Patient Centered Information Commons

National Institutes of Health - NHGRI

NIH 5U54HG007963

Role: Co-Investigator

Center for Stem Cell Bioinformatics

Harvard Stem Cell Institute

August 2014 - August 2018

Role: Principal Investigator

Visualization of (Epi)Genomic Data for Discovery of Disease-Associated Variants

National Institutes of Health - NHGRI

NIH K99HG007583

January 2014 - August 2015

Role: Principal Investigator

This proposal combines an extensive mentored training program for the PI with a research project that aims to develop novel approaches for visualization and exploration that will accelerate the identification and validation of disease-associated variants in large and complex genomics and epigenomics data sets.

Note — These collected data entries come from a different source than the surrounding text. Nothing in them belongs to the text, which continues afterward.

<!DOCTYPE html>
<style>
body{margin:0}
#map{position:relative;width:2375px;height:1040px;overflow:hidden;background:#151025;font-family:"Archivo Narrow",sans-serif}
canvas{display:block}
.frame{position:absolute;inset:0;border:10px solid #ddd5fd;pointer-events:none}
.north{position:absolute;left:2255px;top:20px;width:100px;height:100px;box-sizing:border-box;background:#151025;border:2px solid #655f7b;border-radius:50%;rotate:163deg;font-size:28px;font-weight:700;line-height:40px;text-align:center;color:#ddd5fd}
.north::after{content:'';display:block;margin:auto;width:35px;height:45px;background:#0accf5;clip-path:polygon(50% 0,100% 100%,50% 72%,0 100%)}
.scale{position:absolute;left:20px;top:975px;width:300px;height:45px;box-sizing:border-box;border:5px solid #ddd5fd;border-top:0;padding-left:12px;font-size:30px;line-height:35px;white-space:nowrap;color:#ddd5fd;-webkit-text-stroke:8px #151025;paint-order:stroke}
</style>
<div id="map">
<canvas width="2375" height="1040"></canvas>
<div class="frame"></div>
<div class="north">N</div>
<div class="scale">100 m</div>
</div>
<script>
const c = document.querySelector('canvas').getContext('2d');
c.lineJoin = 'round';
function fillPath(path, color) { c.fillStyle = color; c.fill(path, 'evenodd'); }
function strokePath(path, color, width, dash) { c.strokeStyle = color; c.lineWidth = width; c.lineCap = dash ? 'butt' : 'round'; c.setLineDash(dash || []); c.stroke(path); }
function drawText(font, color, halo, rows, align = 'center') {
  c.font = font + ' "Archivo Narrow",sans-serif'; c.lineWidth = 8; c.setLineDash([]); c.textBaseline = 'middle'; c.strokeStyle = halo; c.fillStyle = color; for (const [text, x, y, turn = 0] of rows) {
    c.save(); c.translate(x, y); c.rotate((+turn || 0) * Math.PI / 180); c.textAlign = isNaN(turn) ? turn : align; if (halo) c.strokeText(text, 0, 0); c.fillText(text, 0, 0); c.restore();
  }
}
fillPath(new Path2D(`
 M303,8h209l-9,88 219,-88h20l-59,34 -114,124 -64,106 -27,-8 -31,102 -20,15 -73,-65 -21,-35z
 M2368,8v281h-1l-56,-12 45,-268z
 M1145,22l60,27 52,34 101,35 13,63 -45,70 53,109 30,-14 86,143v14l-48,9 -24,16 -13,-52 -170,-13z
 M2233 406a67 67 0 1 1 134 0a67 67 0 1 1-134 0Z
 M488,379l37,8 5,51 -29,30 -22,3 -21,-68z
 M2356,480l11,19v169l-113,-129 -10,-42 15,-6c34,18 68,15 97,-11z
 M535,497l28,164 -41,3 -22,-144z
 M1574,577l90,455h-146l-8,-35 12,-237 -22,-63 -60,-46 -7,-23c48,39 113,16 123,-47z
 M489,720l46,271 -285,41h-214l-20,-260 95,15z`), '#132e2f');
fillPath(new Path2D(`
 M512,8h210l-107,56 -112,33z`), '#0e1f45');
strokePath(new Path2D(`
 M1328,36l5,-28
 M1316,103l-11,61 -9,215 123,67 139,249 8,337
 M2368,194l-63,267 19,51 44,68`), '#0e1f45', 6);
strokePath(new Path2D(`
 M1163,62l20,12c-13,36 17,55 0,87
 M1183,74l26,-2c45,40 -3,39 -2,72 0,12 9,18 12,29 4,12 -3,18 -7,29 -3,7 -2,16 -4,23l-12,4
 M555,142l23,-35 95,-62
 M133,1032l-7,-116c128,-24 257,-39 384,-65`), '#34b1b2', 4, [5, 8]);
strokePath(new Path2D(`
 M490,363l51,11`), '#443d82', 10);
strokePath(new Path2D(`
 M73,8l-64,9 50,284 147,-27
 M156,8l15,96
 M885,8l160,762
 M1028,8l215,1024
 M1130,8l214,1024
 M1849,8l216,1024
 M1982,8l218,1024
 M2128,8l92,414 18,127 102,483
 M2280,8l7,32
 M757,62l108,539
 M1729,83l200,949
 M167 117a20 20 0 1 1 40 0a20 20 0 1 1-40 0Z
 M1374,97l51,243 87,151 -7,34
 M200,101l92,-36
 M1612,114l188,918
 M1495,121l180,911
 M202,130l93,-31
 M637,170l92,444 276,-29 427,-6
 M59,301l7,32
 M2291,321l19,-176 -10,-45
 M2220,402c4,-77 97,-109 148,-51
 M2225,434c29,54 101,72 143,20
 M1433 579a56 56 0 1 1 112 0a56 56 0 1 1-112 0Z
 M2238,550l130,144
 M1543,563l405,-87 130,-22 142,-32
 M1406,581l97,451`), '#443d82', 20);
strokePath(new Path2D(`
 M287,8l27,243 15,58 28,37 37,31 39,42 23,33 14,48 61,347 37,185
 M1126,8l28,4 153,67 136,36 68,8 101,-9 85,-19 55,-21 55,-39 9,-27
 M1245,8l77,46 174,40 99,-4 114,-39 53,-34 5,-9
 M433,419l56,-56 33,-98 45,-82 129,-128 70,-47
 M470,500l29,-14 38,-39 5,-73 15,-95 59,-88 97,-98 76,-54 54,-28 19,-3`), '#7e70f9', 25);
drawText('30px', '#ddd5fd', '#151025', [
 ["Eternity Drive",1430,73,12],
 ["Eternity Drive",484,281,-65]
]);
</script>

An increasing number of such variants are discovered in studies that generate and analyze a wide range of molecular data types for thousands of patients or samples. This progress is enabled by the availability of computational analysis pipelines that employ sophisticated statistical methods for next-generation sequencing (NGS) data. Interpretation of analysis results by biological and clinical domain experts, however, is emerging as a major bottle- neck due to the amount and complexity of the pipeline outputs. To address this, we propose to develop inter- active visualization methods and a web-based infrastructure that will enable domain experts to identify disease-associated variants in large (epi)genomic data sets through visual exploration of computational predictions and the underlying data. This will have a significant impact on the rate at which predictions can be verified, interpreted and translated into clinically actionable finding. Our first priority is the design of methods and tools to visualize (epi) genomic data in a range of different contexts, for instance by grouping and representing features based on their function, chromatin state, transcriptional activity or genomic coordinates. We will also develop new non-linear genome representations to compare structural variants across genomes, complementing the functionality of the highly successful genome browsers. We then investigate how information external to the primary data - for instance from other studies, drug target or biomarker databases - can be applied to guide investigators through the data set. Finally, we implement a web-based exploration system for biological and clinical domain an expert that combines our interactive visualizations with large-scale public (epi) genomic data sets. The methods and tools developed under this proposal will be generally applicable and driving biological examples are chosen from The Cancer Genome Atlas (TCGA) and the Encyclopedia of DNA Elements (ENCODE and modENCODE).